*TO DO*.
Each line in the entries below that holds the string "name" is to be listed.

*DATA PROVIDED*.
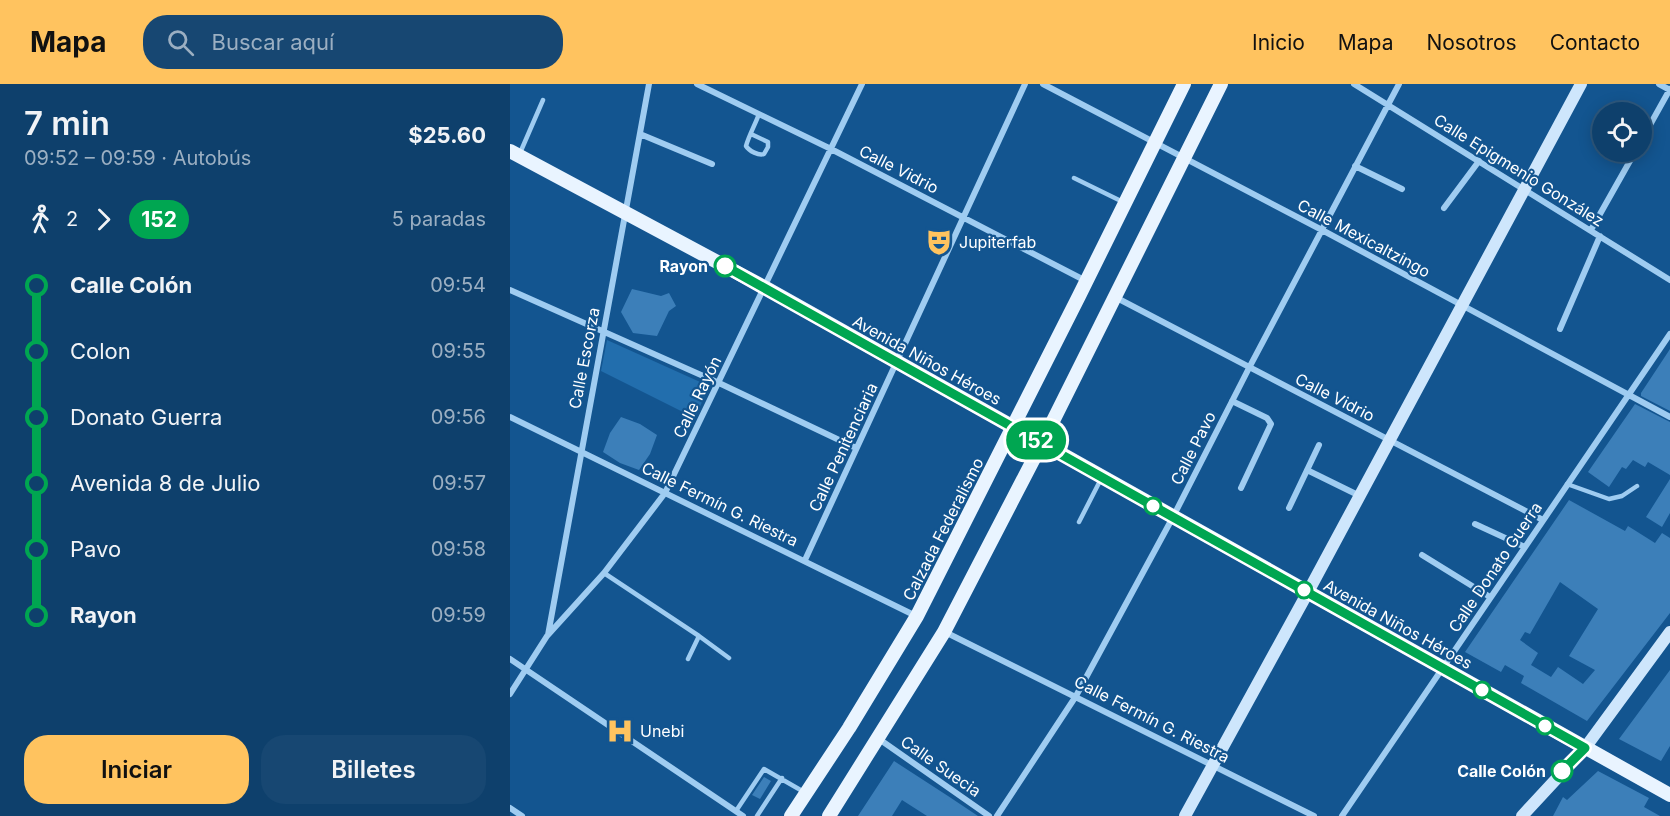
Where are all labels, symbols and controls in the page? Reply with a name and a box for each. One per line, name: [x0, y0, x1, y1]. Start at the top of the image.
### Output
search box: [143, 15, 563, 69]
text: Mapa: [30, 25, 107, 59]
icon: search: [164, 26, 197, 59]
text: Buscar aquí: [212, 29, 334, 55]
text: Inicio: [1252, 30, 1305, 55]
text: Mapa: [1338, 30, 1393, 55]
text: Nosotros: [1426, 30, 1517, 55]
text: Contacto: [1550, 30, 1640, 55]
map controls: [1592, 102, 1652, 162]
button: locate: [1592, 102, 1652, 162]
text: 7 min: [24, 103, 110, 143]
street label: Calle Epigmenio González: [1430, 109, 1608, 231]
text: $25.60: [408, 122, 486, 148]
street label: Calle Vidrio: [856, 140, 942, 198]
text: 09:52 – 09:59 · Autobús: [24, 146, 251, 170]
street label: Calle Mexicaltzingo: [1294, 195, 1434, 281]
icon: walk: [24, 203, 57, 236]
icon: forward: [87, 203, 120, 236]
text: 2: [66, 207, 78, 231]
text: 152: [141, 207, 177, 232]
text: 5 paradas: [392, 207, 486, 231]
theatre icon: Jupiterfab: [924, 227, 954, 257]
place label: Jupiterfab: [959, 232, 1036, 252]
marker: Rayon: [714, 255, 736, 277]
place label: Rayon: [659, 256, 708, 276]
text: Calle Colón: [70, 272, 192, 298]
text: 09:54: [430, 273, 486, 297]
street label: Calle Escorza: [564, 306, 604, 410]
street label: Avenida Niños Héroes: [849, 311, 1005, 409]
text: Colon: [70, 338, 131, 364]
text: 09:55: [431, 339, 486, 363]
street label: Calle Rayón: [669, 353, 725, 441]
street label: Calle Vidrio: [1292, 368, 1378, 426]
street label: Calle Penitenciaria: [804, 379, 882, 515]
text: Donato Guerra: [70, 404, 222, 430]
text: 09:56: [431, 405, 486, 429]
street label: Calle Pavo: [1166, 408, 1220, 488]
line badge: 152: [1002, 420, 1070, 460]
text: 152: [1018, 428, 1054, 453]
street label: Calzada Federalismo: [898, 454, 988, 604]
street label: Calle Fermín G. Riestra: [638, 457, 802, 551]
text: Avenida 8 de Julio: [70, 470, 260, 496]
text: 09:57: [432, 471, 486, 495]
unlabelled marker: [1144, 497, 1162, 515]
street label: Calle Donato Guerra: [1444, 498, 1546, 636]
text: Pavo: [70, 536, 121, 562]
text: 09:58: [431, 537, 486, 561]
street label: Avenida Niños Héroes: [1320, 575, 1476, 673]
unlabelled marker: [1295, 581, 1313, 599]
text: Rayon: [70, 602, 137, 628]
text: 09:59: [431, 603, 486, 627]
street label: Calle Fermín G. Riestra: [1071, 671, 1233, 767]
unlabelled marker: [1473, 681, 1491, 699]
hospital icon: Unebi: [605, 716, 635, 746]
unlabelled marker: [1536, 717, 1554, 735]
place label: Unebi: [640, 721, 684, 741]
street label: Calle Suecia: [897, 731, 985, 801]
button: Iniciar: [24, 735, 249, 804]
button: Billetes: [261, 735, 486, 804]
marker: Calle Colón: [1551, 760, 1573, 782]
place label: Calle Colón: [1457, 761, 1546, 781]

...

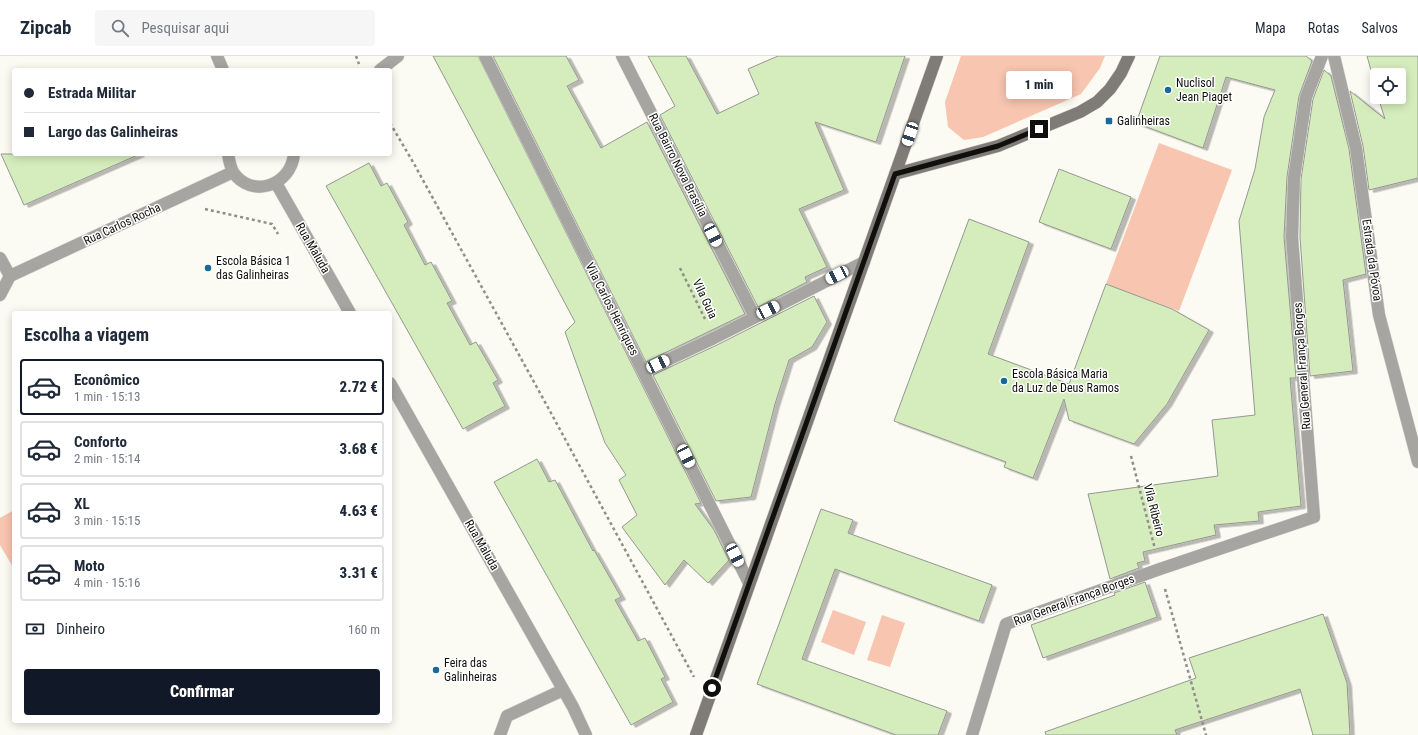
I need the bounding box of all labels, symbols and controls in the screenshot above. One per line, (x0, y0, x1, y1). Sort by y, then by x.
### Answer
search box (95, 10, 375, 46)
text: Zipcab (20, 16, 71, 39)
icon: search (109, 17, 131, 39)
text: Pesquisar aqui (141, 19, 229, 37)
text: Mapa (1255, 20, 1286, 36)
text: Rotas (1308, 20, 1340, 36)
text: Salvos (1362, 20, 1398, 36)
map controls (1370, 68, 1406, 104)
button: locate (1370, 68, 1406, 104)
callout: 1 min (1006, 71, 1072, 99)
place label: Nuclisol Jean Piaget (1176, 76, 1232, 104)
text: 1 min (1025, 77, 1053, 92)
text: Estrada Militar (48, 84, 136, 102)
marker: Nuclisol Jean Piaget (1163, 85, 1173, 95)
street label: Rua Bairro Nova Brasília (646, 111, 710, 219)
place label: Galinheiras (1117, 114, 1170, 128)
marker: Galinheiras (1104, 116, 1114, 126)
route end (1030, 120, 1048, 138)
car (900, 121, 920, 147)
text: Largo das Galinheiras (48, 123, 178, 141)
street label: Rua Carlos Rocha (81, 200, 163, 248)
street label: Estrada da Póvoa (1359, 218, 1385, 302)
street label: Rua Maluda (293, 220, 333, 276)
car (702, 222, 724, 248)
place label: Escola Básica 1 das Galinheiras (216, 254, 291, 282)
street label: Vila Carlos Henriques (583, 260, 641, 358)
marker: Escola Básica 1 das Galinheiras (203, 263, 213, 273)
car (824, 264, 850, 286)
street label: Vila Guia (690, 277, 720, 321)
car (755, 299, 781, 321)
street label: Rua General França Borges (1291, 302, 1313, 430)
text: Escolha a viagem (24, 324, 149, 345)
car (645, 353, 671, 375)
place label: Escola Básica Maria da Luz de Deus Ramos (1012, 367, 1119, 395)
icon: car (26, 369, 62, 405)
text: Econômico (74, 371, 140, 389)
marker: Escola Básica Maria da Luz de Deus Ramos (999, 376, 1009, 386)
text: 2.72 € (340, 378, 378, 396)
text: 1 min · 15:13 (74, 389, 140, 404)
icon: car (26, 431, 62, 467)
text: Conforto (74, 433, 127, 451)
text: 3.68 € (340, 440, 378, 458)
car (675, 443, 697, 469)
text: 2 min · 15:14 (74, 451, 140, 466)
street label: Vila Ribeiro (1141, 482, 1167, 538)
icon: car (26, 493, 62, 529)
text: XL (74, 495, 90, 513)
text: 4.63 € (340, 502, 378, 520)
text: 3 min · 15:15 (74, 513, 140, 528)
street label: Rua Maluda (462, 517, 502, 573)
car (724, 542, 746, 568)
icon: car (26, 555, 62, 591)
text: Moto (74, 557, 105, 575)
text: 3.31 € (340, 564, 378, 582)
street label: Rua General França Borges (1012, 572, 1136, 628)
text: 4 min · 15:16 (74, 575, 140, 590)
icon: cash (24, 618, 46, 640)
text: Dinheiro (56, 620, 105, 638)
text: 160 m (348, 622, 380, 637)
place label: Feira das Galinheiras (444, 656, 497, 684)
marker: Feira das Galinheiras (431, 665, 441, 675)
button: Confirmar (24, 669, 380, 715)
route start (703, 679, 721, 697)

==

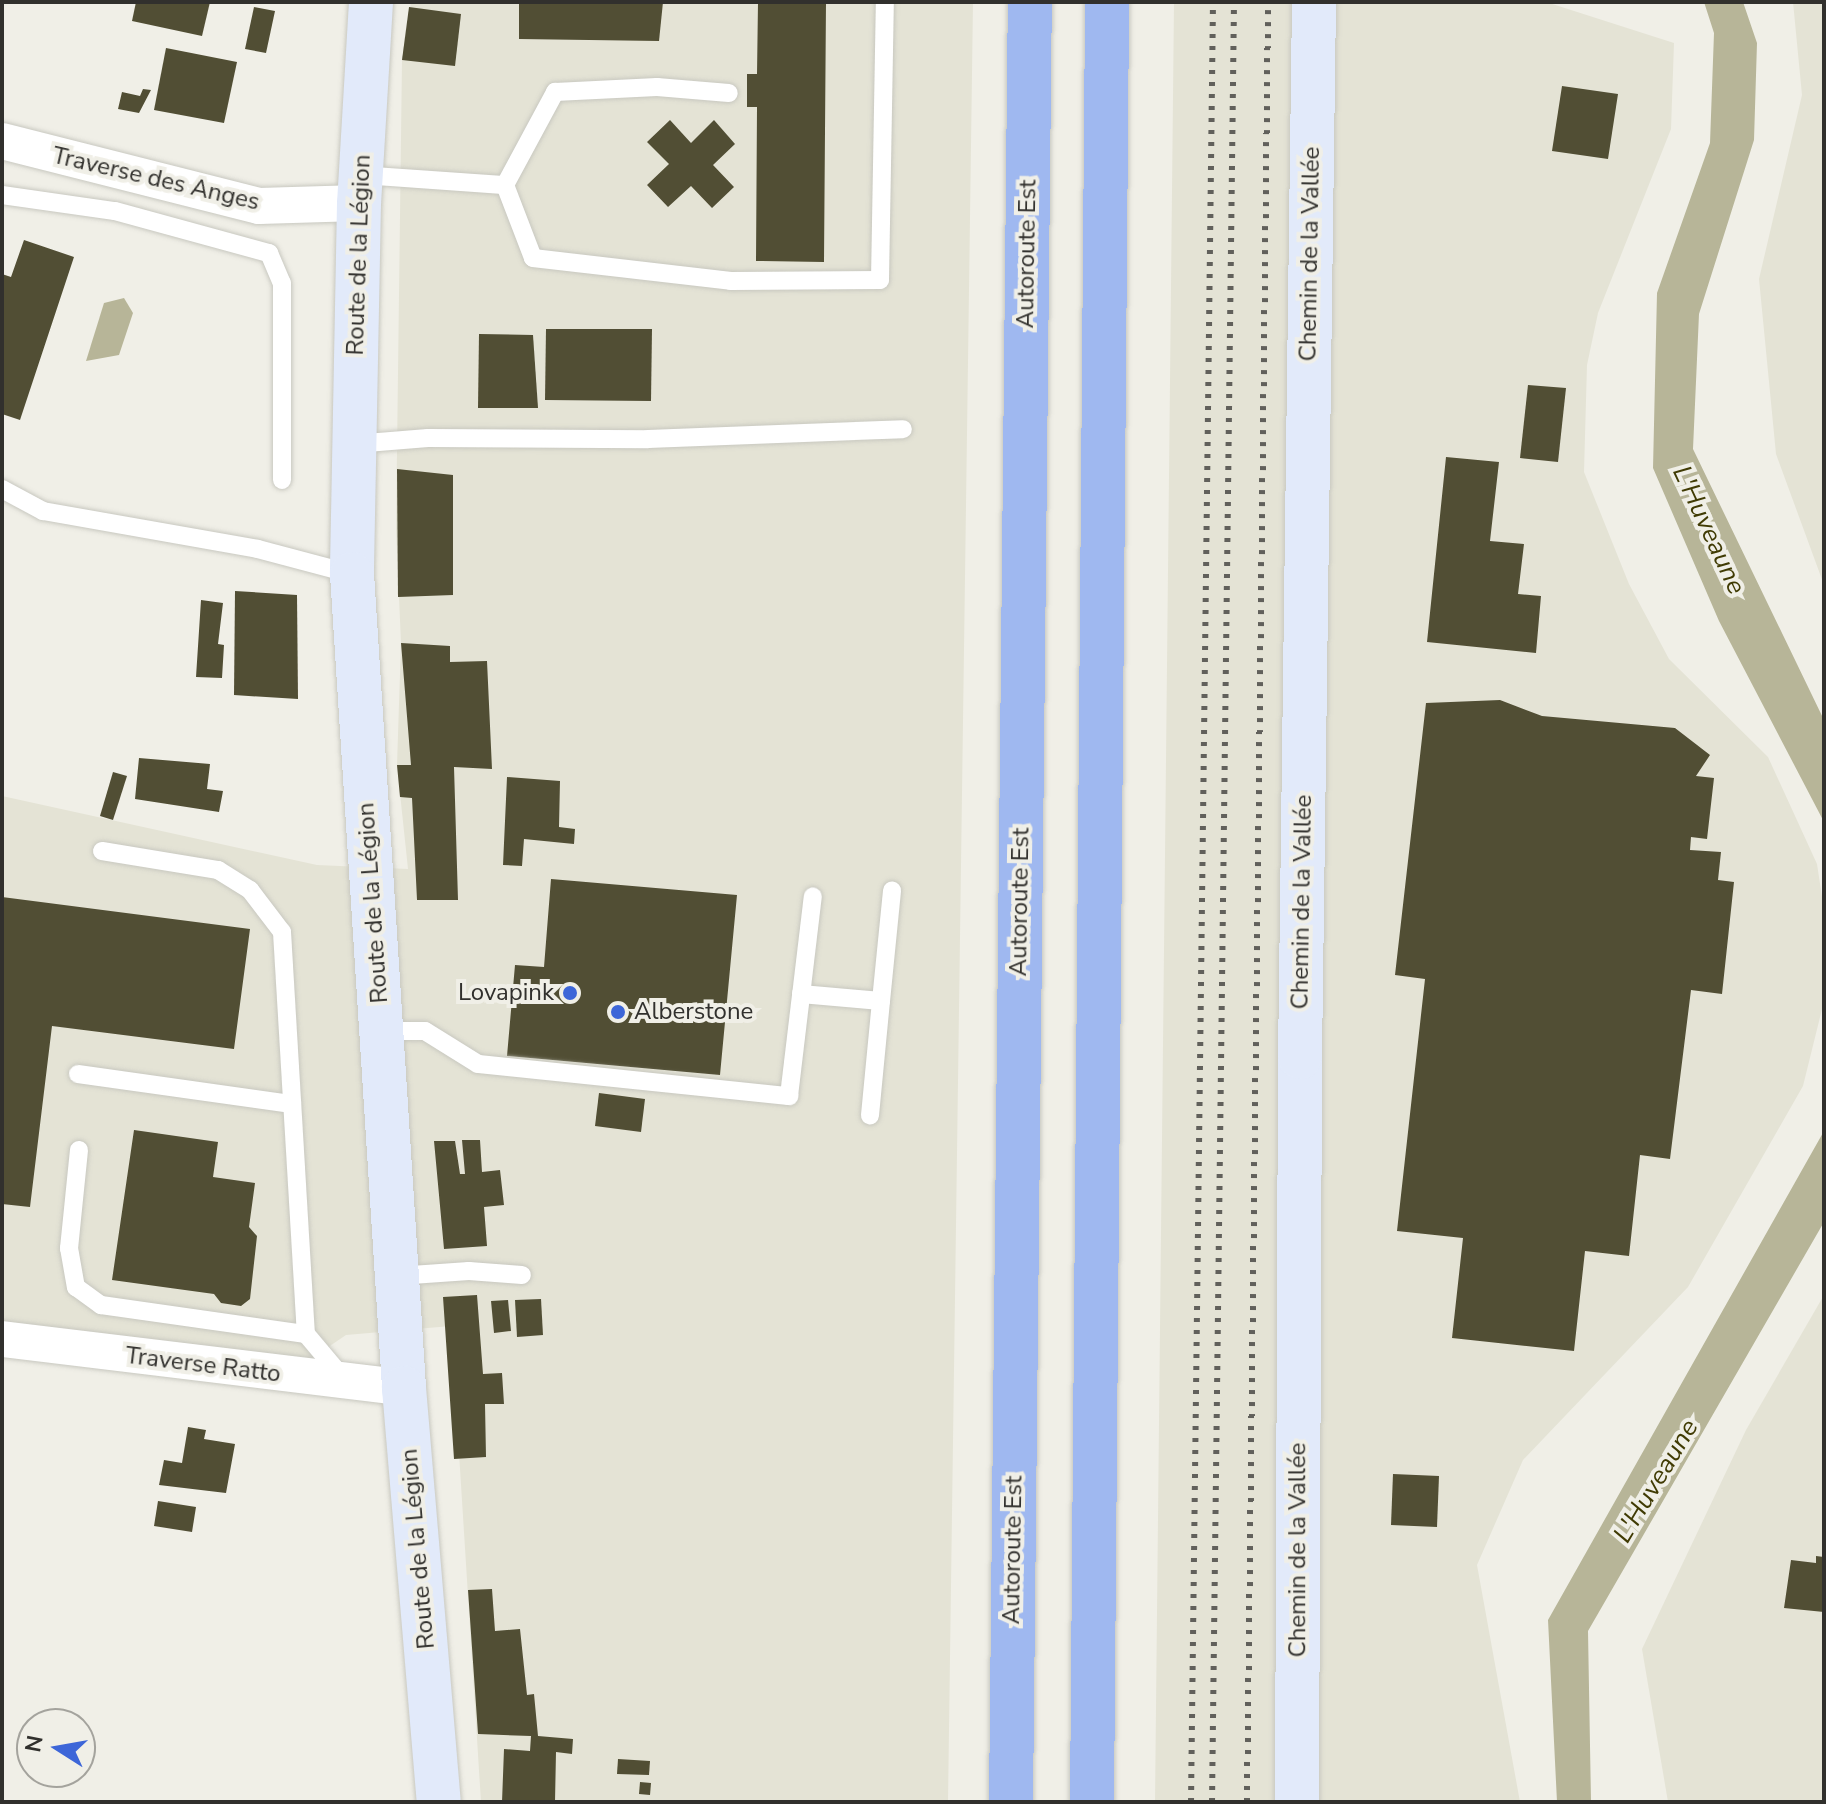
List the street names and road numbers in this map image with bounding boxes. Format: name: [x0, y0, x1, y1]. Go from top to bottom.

*RESPONSE*.
Where are all labels, symbols and controls in the page? Reply with a name and a box for each. One per line, name: [x0, y0, x1, y1]. Start at the top of the image.
List the street names and road numbers in this map image with bounding boxes. Format: name: [x0, y0, x1, y1]. Go from top to bottom.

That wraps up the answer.